_Exercise objective:_ Only lines that contain the word "hidden" are to be returned from the data below.
[[ Given information, beginning ]]
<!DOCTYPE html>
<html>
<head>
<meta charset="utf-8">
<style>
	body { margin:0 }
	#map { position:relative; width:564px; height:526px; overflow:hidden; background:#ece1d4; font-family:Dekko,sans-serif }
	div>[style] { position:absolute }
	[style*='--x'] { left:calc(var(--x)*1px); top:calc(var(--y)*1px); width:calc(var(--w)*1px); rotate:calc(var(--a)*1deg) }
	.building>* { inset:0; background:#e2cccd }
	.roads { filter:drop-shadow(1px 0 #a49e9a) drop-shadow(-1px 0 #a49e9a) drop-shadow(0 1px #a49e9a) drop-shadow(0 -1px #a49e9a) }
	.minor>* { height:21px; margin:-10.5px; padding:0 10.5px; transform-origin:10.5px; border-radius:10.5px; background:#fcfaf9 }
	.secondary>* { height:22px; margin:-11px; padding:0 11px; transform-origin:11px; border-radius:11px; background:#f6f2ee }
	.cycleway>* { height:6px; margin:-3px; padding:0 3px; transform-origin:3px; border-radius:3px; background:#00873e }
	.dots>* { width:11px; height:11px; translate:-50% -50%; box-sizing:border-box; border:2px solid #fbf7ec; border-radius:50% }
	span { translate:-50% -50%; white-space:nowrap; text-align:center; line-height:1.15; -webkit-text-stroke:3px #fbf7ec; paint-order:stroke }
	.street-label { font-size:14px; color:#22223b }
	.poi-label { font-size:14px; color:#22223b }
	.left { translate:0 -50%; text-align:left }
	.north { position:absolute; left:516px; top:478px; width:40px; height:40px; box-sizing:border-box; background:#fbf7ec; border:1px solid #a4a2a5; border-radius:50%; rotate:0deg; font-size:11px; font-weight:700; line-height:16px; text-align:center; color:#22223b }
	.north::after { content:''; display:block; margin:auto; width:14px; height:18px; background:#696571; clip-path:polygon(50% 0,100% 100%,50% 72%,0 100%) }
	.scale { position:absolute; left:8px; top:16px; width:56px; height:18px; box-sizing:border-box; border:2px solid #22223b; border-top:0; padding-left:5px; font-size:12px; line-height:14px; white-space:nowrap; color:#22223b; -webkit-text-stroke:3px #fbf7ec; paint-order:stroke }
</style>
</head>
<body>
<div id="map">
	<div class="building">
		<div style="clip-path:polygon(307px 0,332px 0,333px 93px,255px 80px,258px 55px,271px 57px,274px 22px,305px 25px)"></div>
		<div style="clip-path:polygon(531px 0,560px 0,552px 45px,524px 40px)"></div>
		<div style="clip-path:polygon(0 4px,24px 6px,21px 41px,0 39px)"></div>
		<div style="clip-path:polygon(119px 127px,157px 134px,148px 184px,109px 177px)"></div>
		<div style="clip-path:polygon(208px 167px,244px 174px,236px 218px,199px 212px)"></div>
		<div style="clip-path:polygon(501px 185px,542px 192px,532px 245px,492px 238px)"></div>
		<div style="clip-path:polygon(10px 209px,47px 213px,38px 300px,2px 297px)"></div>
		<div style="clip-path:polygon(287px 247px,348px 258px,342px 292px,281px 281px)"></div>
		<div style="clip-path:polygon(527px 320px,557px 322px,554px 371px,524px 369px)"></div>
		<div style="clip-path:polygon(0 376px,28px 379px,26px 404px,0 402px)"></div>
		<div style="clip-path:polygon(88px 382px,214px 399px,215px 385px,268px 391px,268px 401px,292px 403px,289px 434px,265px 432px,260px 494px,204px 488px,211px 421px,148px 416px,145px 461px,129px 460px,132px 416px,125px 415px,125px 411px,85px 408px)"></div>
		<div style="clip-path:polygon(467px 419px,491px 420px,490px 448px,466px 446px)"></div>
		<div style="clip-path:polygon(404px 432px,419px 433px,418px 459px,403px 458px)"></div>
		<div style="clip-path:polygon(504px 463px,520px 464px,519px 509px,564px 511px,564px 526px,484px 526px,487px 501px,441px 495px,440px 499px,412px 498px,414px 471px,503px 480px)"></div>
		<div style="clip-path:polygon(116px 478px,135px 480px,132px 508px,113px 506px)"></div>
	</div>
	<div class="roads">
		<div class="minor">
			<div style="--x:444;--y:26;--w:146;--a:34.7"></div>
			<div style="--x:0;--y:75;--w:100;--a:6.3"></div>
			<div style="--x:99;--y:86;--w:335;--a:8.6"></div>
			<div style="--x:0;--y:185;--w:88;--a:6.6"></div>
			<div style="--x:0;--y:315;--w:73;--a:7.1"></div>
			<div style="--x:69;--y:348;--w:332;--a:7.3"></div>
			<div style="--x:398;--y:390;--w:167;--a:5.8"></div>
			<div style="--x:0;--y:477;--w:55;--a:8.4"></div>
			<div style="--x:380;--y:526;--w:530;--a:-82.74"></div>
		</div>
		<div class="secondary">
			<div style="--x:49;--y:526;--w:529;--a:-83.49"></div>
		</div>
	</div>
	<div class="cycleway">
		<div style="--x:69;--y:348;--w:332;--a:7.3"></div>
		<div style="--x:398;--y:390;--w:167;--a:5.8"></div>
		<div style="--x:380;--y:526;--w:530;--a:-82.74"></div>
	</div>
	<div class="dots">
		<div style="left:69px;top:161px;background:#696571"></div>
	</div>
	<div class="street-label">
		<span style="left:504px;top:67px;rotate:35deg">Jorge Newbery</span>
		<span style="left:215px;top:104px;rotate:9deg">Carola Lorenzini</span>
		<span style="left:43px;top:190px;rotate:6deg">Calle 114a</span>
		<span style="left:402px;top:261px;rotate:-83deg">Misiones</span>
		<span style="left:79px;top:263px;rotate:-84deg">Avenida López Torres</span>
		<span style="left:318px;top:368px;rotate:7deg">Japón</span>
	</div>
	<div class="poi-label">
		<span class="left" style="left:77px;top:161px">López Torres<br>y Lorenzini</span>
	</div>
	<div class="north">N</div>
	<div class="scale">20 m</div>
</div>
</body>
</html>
[[ Given information, end ]]
[[ Given information, beginning ]]
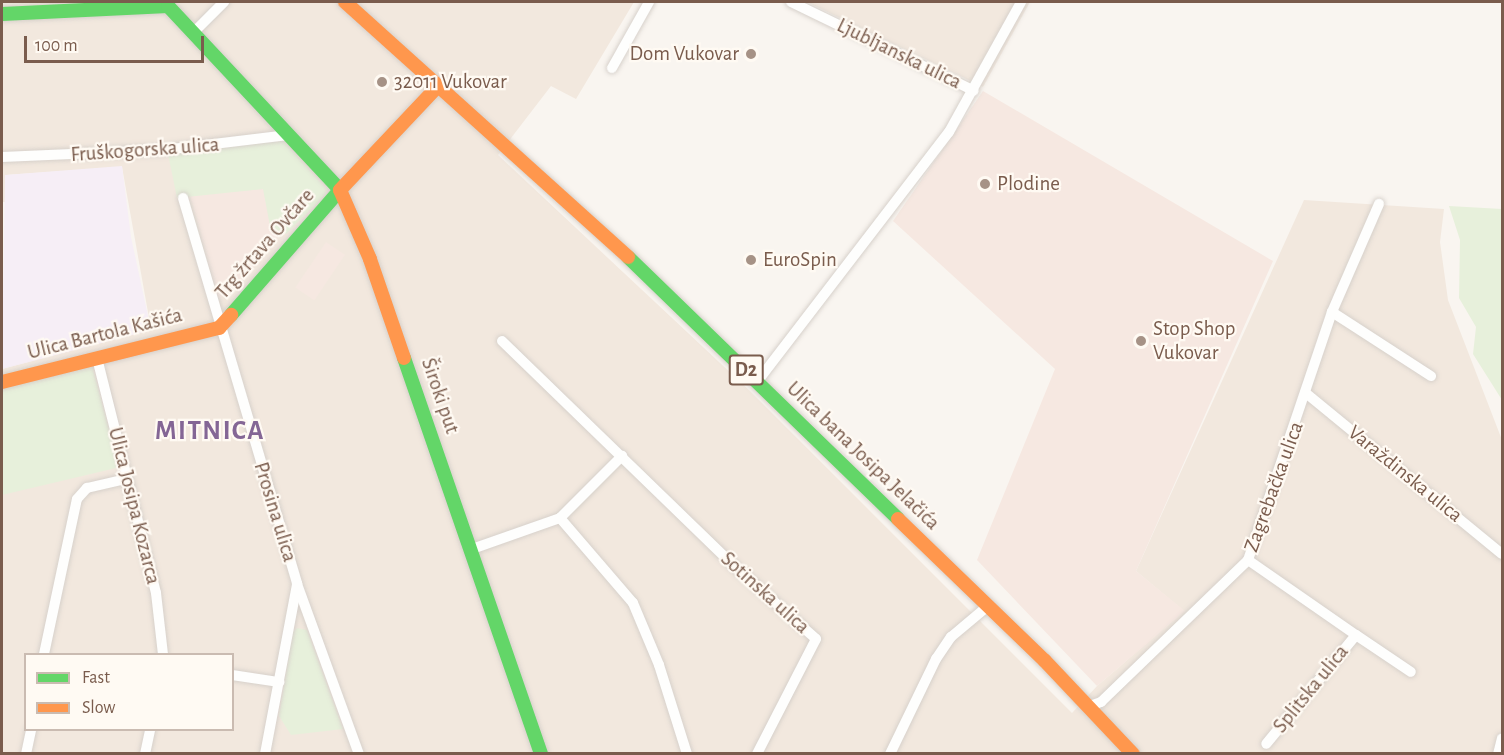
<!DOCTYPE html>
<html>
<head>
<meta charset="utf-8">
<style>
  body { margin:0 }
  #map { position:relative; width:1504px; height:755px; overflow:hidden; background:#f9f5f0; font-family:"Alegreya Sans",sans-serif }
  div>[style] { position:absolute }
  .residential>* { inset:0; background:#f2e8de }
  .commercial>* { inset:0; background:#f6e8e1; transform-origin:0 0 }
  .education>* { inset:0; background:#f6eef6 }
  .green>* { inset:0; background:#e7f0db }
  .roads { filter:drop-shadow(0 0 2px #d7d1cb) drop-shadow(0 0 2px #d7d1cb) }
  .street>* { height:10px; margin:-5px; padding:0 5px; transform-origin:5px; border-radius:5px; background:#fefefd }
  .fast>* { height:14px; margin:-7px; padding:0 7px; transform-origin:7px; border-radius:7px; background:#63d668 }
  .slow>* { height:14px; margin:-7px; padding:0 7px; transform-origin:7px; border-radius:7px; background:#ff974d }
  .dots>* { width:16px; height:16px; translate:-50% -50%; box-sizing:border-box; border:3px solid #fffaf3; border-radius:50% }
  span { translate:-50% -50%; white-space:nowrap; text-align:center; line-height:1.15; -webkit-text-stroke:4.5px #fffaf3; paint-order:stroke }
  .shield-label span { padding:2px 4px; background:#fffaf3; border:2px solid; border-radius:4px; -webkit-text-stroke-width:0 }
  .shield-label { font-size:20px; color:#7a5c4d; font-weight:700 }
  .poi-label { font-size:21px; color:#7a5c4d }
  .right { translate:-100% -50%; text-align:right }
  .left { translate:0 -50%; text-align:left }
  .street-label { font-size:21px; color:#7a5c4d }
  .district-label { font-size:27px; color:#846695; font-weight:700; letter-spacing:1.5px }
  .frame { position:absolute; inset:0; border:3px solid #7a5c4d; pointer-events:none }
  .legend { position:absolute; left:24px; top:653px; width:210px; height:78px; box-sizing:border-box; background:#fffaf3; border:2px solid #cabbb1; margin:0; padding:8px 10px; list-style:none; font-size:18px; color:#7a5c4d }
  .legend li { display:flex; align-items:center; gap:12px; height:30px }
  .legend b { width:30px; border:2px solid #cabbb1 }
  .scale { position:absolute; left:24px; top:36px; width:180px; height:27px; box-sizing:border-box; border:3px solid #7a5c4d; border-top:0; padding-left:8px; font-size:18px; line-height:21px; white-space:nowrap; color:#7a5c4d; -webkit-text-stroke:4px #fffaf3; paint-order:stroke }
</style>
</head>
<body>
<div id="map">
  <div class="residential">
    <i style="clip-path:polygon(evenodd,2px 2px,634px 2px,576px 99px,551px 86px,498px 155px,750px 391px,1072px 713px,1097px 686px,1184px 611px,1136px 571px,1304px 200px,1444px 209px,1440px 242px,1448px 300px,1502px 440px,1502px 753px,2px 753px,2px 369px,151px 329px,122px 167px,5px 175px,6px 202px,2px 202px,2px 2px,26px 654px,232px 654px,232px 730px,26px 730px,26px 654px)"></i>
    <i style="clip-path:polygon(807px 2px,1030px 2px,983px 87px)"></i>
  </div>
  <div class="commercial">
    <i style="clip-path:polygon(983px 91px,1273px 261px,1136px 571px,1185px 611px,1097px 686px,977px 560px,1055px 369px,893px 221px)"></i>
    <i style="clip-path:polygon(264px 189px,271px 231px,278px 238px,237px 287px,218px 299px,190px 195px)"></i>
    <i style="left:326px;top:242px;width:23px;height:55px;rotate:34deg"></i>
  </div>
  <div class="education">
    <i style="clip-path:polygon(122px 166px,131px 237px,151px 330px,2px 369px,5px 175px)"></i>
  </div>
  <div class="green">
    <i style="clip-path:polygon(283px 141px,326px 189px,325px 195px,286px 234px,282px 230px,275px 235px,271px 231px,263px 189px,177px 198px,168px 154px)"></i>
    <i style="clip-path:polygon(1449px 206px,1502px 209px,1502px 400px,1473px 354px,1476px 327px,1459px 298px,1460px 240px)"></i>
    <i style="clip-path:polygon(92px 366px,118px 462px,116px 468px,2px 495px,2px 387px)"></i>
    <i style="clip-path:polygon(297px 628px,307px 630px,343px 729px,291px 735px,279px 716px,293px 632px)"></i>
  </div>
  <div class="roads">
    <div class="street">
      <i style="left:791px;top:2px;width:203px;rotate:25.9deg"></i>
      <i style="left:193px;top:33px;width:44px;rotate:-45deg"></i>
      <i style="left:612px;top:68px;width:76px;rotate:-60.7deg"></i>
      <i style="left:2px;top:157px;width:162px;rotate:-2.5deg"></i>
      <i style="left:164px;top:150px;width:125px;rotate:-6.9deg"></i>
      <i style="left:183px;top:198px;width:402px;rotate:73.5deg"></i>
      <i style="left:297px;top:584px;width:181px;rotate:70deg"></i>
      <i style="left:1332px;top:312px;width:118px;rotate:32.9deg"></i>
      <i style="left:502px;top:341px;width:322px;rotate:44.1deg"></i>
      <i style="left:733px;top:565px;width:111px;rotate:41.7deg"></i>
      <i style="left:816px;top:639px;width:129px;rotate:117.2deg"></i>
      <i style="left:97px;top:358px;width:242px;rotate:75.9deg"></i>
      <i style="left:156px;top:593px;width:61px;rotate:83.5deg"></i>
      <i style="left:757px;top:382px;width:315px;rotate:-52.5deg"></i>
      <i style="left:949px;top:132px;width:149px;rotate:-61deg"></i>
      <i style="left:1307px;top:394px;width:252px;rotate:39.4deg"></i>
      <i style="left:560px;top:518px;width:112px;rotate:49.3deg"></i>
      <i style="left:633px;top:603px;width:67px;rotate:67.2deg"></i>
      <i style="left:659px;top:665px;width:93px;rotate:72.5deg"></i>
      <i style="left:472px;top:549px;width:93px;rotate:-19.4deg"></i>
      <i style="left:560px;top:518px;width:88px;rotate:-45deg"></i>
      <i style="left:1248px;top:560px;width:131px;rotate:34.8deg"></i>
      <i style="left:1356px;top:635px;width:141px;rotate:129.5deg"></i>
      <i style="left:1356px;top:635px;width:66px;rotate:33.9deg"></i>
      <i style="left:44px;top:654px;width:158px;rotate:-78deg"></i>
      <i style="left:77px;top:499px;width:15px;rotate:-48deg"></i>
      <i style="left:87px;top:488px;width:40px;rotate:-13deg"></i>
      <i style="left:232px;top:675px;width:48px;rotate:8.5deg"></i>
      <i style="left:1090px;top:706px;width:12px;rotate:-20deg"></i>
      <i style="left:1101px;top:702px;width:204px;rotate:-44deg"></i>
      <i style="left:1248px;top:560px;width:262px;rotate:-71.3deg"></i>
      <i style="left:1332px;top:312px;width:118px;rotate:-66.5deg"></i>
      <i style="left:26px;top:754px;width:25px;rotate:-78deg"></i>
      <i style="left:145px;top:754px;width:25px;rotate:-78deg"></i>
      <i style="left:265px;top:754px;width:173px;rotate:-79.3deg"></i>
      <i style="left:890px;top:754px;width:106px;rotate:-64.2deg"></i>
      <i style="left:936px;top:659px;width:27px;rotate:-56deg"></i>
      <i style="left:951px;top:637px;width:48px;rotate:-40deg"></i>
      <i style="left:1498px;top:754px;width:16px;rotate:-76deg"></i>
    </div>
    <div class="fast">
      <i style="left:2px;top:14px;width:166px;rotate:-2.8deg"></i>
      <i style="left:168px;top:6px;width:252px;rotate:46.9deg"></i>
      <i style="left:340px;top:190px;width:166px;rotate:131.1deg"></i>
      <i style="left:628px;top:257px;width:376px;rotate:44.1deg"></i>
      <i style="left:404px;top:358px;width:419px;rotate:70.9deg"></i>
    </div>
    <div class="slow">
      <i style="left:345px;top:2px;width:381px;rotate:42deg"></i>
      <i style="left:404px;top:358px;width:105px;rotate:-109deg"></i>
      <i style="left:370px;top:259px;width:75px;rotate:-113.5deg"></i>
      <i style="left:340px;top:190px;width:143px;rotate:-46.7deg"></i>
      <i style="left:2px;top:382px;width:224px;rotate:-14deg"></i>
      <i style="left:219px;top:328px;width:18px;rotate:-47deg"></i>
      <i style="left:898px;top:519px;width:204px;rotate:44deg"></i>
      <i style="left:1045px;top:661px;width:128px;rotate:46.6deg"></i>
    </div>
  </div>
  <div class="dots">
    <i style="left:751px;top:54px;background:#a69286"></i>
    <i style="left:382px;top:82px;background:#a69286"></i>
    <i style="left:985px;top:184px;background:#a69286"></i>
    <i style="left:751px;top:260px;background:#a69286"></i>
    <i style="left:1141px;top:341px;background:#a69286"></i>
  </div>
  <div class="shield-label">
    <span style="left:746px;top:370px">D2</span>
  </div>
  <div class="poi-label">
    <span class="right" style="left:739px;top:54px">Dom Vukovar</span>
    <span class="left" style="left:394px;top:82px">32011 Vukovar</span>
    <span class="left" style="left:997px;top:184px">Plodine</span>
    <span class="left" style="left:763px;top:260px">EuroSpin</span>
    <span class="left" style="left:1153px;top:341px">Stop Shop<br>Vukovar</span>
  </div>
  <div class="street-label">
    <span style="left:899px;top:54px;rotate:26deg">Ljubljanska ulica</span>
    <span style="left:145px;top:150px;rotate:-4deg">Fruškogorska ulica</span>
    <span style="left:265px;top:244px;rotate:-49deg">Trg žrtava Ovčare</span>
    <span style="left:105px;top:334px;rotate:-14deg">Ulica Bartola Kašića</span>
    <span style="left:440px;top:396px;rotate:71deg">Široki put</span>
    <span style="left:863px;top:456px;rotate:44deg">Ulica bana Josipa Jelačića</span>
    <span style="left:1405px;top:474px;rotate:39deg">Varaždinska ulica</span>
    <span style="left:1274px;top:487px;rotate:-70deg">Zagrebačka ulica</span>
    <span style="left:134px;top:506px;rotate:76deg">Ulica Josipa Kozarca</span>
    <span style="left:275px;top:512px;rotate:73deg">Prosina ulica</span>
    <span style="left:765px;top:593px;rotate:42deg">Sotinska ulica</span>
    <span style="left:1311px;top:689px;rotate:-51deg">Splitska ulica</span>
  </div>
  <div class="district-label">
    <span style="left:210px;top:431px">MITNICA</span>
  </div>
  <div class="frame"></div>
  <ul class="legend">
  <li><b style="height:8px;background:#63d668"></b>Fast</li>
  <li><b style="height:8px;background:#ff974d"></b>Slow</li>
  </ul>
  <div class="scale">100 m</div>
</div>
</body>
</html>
[[ Given information, end ]]
[[ Given information, beginning ]]
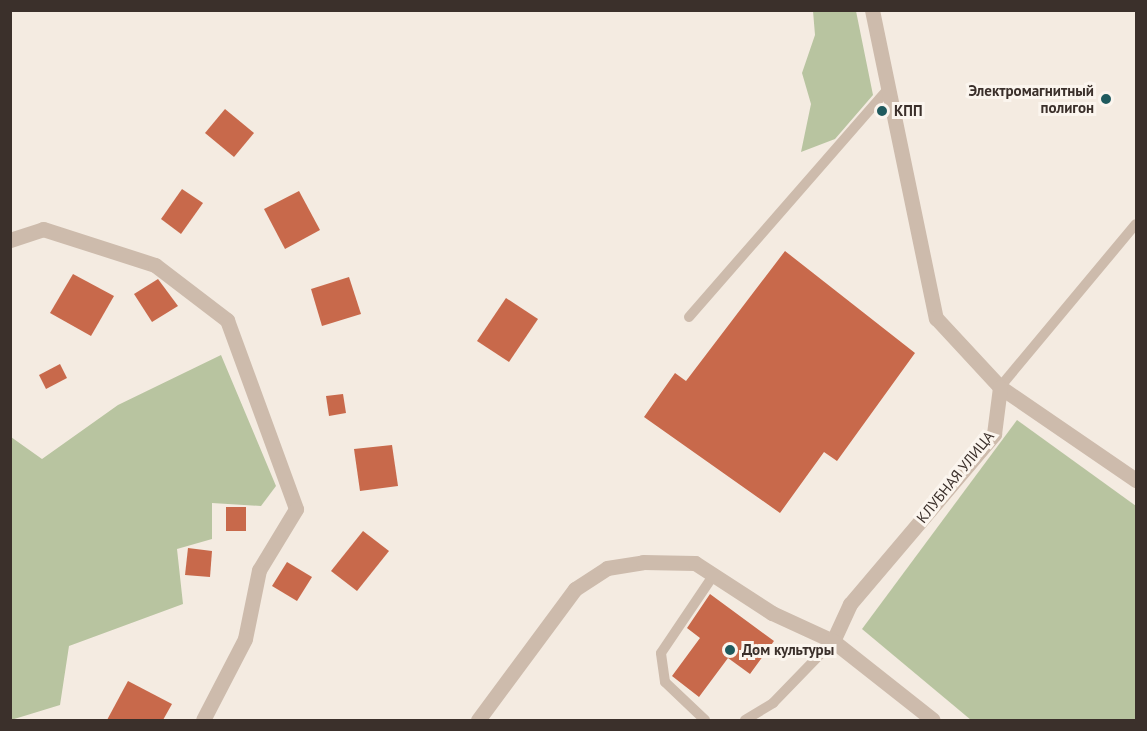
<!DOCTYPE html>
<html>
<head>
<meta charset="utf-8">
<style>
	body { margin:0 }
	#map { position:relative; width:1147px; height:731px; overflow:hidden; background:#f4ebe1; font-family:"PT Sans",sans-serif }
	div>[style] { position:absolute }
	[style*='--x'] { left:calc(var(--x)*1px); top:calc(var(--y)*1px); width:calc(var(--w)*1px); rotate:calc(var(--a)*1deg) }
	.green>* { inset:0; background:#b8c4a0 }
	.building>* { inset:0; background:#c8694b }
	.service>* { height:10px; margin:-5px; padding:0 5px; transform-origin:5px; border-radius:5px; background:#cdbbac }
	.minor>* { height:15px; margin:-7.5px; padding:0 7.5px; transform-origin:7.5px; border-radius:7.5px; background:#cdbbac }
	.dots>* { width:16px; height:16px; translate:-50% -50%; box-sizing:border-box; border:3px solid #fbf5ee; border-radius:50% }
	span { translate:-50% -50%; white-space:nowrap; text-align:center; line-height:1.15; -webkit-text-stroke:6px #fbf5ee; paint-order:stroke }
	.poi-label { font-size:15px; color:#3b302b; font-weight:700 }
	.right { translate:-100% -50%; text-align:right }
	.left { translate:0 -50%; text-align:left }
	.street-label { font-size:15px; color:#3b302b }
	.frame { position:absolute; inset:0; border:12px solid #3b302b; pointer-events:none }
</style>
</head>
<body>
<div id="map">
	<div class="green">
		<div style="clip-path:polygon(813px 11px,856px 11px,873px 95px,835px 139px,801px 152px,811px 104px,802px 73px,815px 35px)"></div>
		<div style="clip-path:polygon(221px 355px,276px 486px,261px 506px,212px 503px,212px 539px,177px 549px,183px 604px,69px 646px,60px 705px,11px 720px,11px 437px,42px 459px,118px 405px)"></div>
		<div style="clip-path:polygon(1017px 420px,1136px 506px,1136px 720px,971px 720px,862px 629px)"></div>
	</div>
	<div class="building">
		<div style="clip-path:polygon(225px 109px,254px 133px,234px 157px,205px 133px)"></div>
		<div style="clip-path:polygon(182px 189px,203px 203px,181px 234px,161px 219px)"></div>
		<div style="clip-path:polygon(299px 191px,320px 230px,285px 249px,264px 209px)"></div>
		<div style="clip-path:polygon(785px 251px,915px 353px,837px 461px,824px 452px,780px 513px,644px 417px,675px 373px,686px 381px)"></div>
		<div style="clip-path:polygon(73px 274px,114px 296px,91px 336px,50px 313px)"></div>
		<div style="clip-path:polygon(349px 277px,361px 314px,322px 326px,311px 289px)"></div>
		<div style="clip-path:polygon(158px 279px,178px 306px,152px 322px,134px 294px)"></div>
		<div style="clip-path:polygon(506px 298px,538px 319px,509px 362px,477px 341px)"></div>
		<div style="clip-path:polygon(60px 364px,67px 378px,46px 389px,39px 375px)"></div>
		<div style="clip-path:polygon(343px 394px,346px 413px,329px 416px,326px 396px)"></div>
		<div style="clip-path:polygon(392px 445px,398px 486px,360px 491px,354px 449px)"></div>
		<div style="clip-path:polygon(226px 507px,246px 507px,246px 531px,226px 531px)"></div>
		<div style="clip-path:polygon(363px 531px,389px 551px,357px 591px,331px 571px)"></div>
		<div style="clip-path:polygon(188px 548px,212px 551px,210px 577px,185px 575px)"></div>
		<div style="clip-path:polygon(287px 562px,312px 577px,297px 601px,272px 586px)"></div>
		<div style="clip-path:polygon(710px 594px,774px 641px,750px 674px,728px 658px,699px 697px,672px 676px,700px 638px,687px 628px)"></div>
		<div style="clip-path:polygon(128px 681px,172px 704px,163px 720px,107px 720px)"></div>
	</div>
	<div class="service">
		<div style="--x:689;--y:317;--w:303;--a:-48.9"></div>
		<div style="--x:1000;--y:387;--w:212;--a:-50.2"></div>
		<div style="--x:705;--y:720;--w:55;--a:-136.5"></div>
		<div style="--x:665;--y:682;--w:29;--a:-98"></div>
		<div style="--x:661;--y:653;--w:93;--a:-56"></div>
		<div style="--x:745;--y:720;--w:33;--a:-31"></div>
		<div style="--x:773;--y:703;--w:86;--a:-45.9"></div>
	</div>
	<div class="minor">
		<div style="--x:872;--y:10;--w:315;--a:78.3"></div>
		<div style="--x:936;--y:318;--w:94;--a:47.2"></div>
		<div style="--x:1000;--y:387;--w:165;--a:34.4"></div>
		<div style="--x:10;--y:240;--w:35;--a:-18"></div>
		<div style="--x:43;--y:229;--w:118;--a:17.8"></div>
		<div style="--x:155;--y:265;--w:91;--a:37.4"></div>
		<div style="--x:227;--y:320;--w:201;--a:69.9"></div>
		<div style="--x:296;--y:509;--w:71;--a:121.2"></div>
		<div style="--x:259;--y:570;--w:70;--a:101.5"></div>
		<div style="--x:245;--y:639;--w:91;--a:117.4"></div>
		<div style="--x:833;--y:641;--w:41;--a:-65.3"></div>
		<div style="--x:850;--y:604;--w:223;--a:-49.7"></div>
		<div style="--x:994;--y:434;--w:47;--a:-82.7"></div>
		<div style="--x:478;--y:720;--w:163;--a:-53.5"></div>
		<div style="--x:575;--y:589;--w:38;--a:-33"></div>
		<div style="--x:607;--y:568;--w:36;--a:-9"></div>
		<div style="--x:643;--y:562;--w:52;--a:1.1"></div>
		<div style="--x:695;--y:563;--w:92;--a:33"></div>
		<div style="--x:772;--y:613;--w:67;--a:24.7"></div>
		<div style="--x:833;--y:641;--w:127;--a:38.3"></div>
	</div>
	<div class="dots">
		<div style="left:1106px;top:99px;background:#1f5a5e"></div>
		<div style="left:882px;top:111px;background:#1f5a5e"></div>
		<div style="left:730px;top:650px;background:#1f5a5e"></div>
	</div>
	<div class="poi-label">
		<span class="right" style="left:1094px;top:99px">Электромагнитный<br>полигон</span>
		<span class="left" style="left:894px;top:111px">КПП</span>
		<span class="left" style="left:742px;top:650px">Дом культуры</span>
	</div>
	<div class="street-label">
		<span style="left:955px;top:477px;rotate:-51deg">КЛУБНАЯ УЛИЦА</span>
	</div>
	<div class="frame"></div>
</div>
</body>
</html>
[[ Given information, end ]]
_Exercise result:_
	#map { position:relative; width:564px; height:526px; overflow:hidden; background:#ece1d4; font-family:Dekko,sans-serif }
  #map { position:relative; width:1504px; height:755px; overflow:hidden; background:#f9f5f0; font-family:"Alegreya Sans",sans-serif }
	#map { position:relative; width:1147px; height:731px; overflow:hidden; background:#f4ebe1; font-family:"PT Sans",sans-serif }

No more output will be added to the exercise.